Start of Block

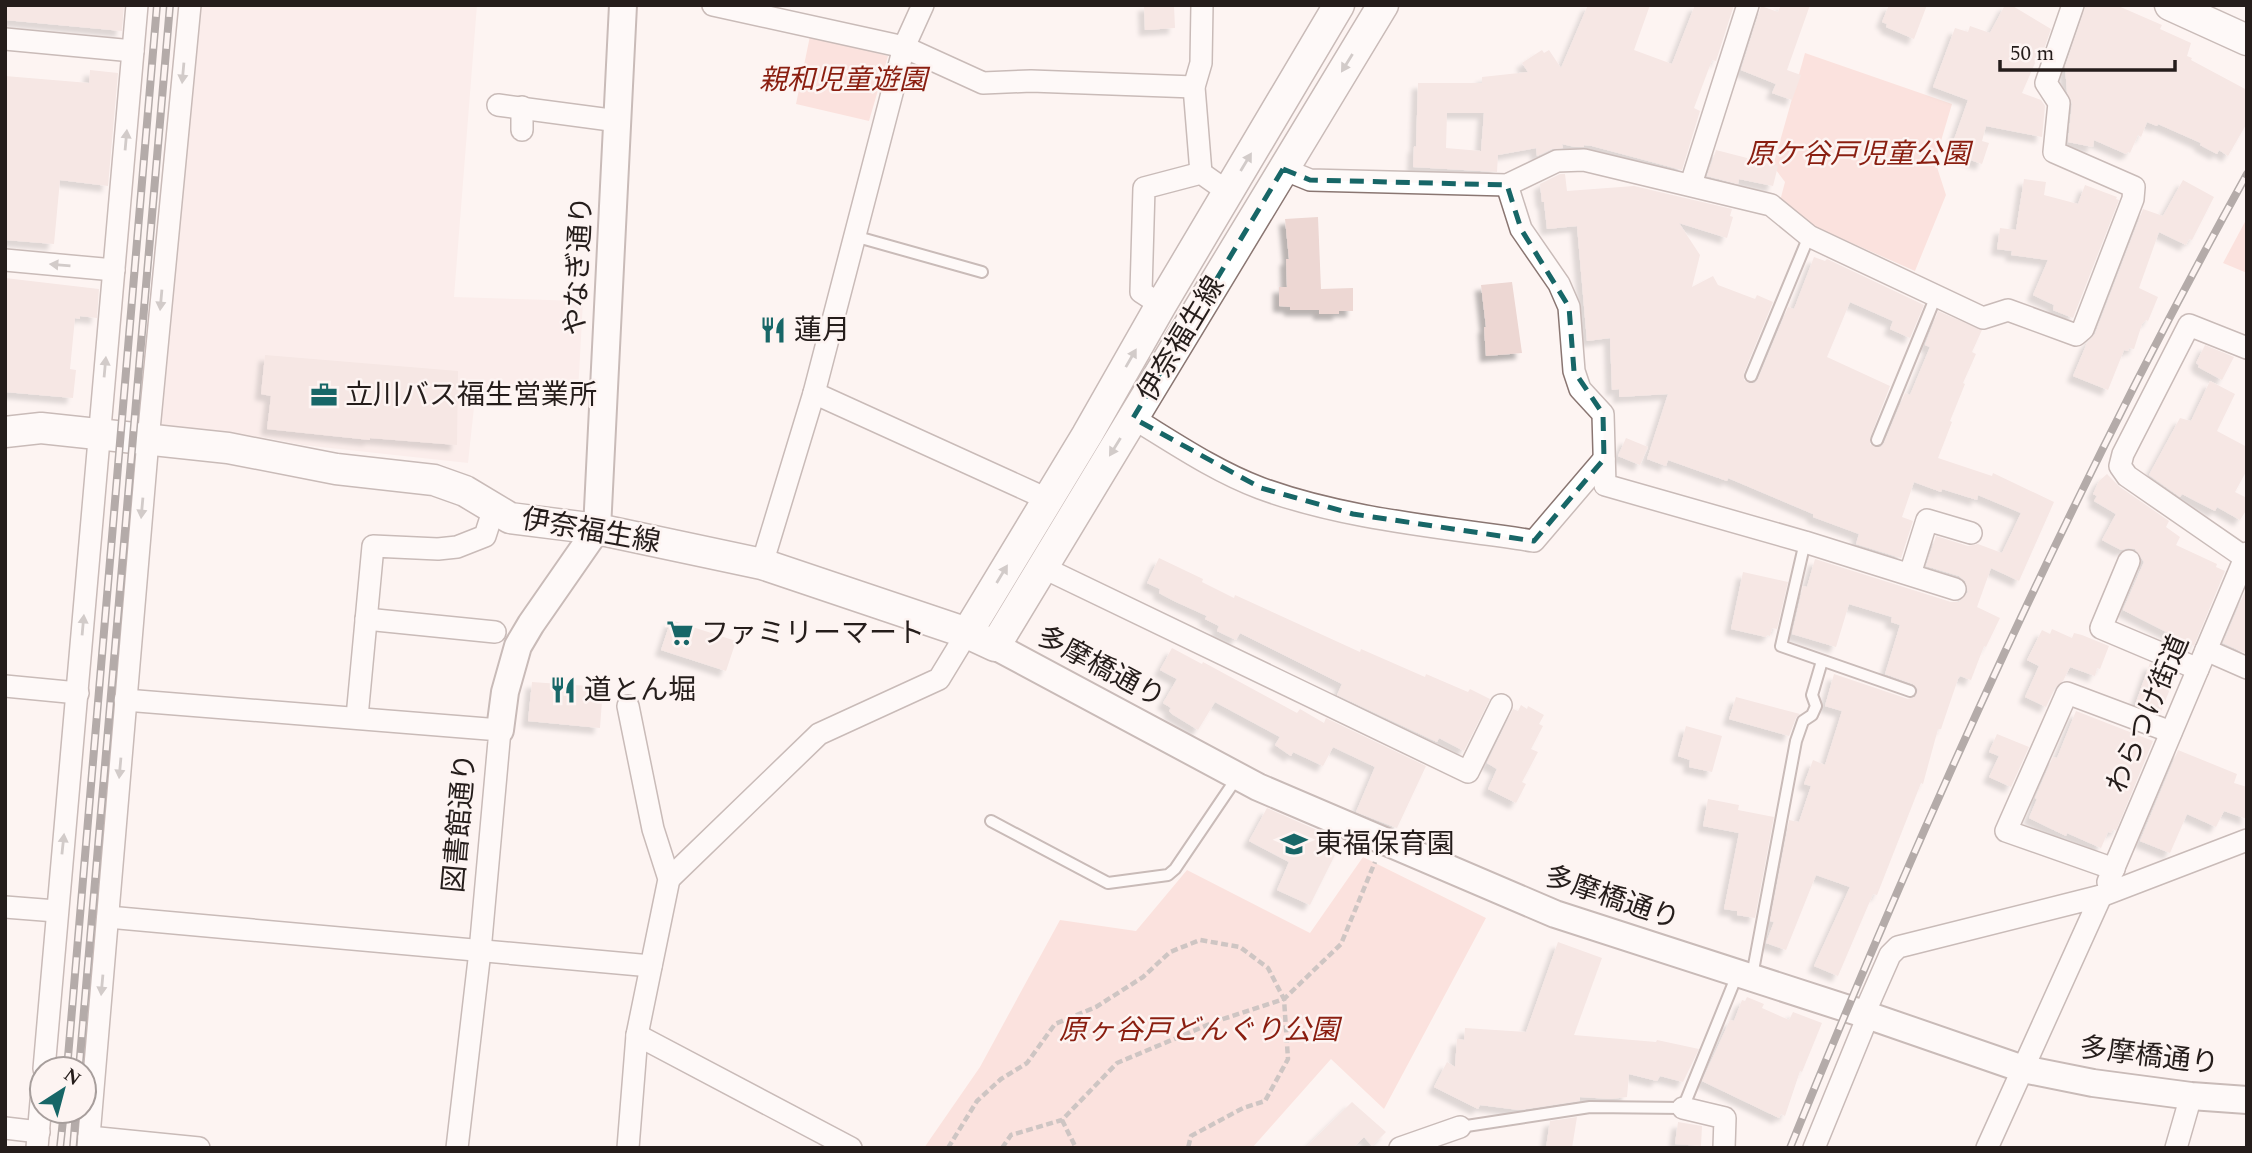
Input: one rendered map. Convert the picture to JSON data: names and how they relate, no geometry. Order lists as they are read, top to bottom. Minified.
{"streets":{"main road":["伊奈福生線"],"street":["やなぎ通り","多摩橋通り","わらつけ街道","図書館通り"]},"crossings":[["やなぎ通り","伊奈福生線"],["やなぎ通り","図書館通り"],["伊奈福生線","多摩橋通り"],["伊奈福生線","図書館通り"],["多摩橋通り","わらつけ街道"]],"parks":["親和児童遊園","原ケ谷戸児童公園","原ヶ谷戸どんぐり公園"],"places":{"restaurant":["蓮月","道とん堀"],"office":["立川バス福生営業所"],"supermarket":["ファミリーマート"],"school or university":["東福保育園"]},"scale_bar":"50 m","north":"top right"}
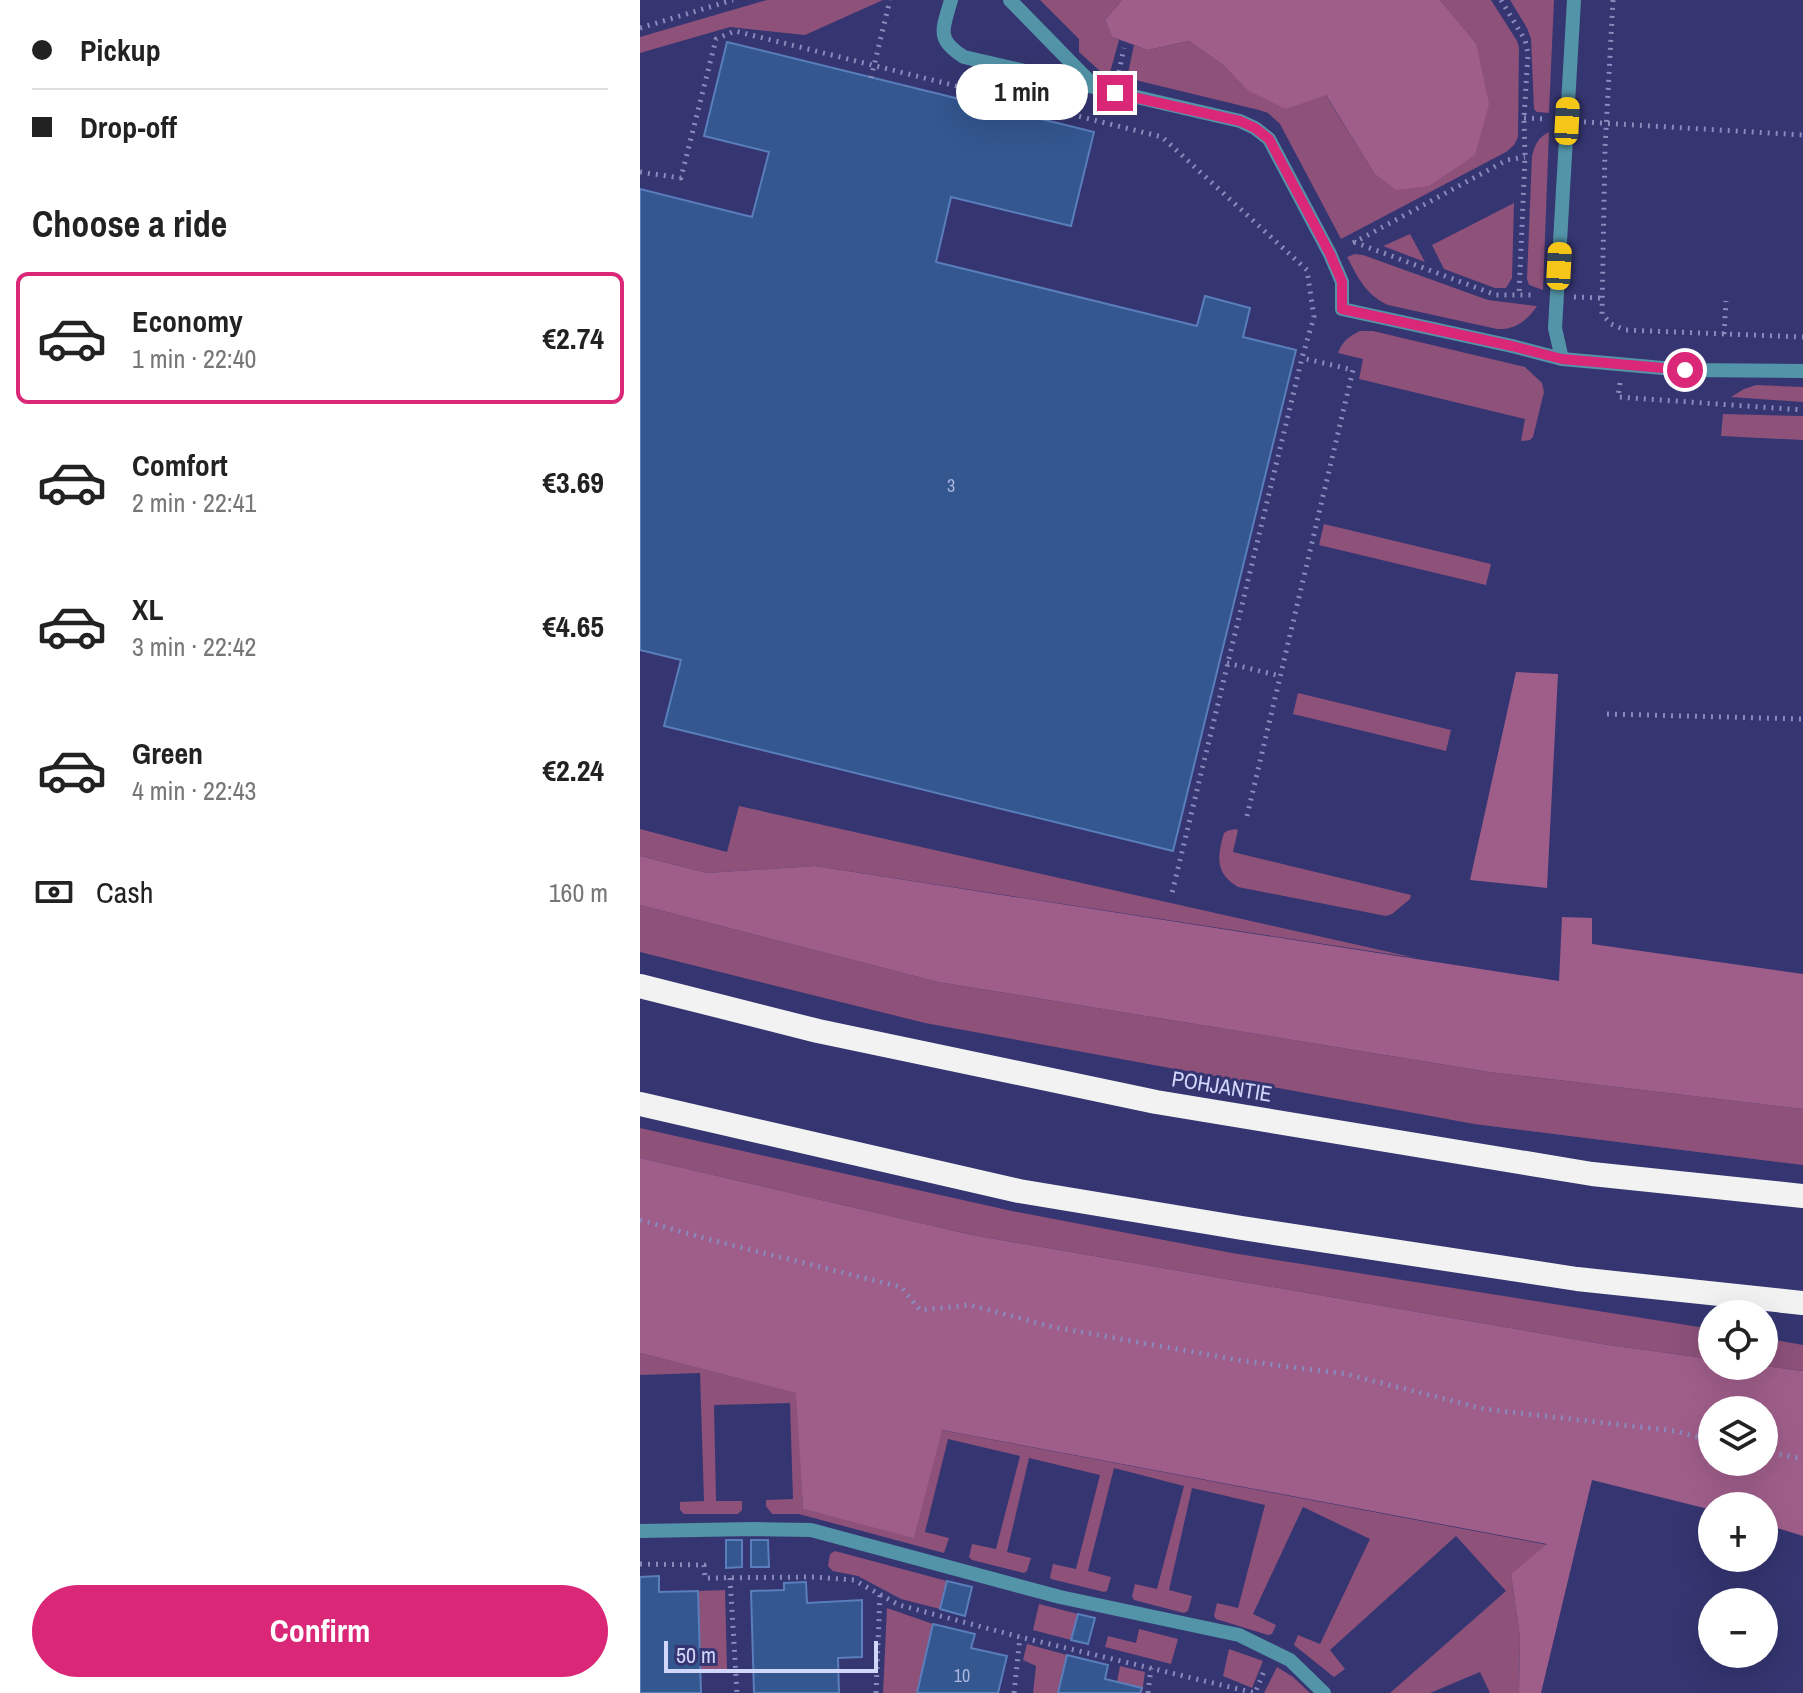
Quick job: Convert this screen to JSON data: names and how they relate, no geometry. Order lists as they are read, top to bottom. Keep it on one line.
{"streets":{"highway":["POHJANTIE"]},"house_numbers":["3","10"],"scale_bar":"50 m","page":{"banner":["Pickup","Drop-off"],"bubble":"1 min","heading":"Choose a ride","list":[{"name":"Economy","note":"1 min · 22:40","value":"€2.74"},{"name":"Comfort","note":"2 min · 22:41","value":"€3.69"},{"name":"XL","note":"3 min · 22:42","value":"€4.65"},{"name":"Green","note":"4 min · 22:43","value":"€2.24"}],"pay":["Cash","160 m"],"map_buttons":["+","−"],"buttons":"Confirm","scale":"50 m"}}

End of Block

● Directions for this task
Return every line from the one holding "Quick job: Convert" through the end of the data, exactly as it appears, with both ends kept and nothing else.

● Result of this exercise
Quick job: Convert this screen to JSON data: names and how they relate, no geometry. Order lists as they are read, top to bottom. Keep it on one line.
{"streets":{"highway":["POHJANTIE"]},"house_numbers":["3","10"],"scale_bar":"50 m","page":{"banner":["Pickup","Drop-off"],"bubble":"1 min","heading":"Choose a ride","list":[{"name":"Economy","note":"1 min · 22:40","value":"€2.74"},{"name":"Comfort","note":"2 min · 22:41","value":"€3.69"},{"name":"XL","note":"3 min · 22:42","value":"€4.65"},{"name":"Green","note":"4 min · 22:43","value":"€2.24"}],"pay":["Cash","160 m"],"map_buttons":["+","−"],"buttons":"Confirm","scale":"50 m"}}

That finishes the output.